EPYC server processors are really nice, when they work. However, lately with kernel 6.2 I started getting dreadful "CPU stuck" errors that lead to hanging system. Normal person might revert to an older kernel. Me? I decided to turn on the watchdog.
In case you don't know, watchdog is a functionality that, once turned on, will require your system to notify it every once in a while that it's still active. If notification is not received within given time interval, system is assumed stuck and thus it gets rebooted. Best of all, this is done on a hardware level and thus no hanging application or CPU will prevent it.
To confuse things a bit, my Supermicro M11SDV-4CT-LN4F server, seems to have two watchdog systems. One is part of Epyc platform itself and controlled via BIOS setting. That one has 5 minute interval and no matter what I couldn't get it working properly. I mean, I could get it running but, since there was no easy way to reset it, system would reboot every 5 minutes, no matter what.

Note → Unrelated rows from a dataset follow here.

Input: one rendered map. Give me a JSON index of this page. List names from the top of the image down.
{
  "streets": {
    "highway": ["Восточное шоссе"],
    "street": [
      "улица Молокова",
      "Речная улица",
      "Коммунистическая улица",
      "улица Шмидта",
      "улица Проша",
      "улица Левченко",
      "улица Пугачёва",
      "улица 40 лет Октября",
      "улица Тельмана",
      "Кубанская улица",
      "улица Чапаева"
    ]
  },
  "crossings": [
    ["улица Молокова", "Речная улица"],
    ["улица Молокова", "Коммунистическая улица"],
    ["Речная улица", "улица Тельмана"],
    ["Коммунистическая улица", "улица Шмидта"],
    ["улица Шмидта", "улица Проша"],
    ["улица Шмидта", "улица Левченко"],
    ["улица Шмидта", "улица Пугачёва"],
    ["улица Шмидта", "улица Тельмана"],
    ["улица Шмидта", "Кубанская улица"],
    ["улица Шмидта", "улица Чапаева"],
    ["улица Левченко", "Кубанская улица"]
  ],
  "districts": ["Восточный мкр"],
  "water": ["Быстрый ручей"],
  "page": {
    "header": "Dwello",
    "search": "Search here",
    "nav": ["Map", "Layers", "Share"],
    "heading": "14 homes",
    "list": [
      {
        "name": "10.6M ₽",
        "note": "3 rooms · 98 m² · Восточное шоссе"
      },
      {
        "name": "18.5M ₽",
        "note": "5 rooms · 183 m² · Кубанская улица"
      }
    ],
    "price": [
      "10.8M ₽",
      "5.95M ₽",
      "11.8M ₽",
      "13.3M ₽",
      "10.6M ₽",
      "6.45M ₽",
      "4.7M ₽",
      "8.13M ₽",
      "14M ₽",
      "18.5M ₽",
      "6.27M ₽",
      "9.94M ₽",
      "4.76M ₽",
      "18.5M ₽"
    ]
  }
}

The second watchdog is the part of AST2500 chipset that handles other IPMI functions. And this one was well supported from Linux command line using
ipmitool utility. To see its status, just ask
ipmitool for that information:
ipmitool mc watchdog get
But there is no option to turn it on. However, one can always send raw commands and I was fortunate to see that somebody already did. Not to get into too much details, the last two numbers in the string of hexadecimal values are the only thing you generally want to change - time interval. In example below, I decided to go for 610 seconds (0x17D4 in 0.1 s units).
ipmitool raw 0x06 0x24 0x04 0x01 0x00 0x00 0xD4 0x17
This will start a ticking bomb that will, if not defused within the given interval, reboot your computer. So, why did I select 10 minutes and 10 seconds? As many things, this was completely subjective.
Well, no matter what, I wanted this watchdog not to interfere with my normal server operation. Since a normal reboot takes about 5 minutes, I wanted to have 5 minutes on counter even if I reboot system myself just before watchdog would reset. So, if I select 10 minute interval and reset it every 5 minutes, this gives me 5 minutes of extra time I might need for reboot. But why extra 10 seconds? Well, in case I mess with my watchdog settings and I miss reset at 5 minute mark, I wanted to give an extra chance of reset at 10 minute mark without having to deal with a reboot race condition.
And how might one actually setup watchdog and its reset within Linux? Well,
crontab, of course. These two entries were all it took:
@reboot /usr/bin/ipmitool raw 0x06 0x24 0x04 0x01 0x00 0x00 0xD4 0x17 0,5,10,15,20,25,30,35,40,45,50,55 * * * * /usr/bin/ipmitool mc watchdog reset
This will turn on watchdog upon every system reset (and yes, once watchdog goes off, you do need to manually turn it back on) and every 5 minutes system will reset its counter if nothing goes awry.
Simple and effective.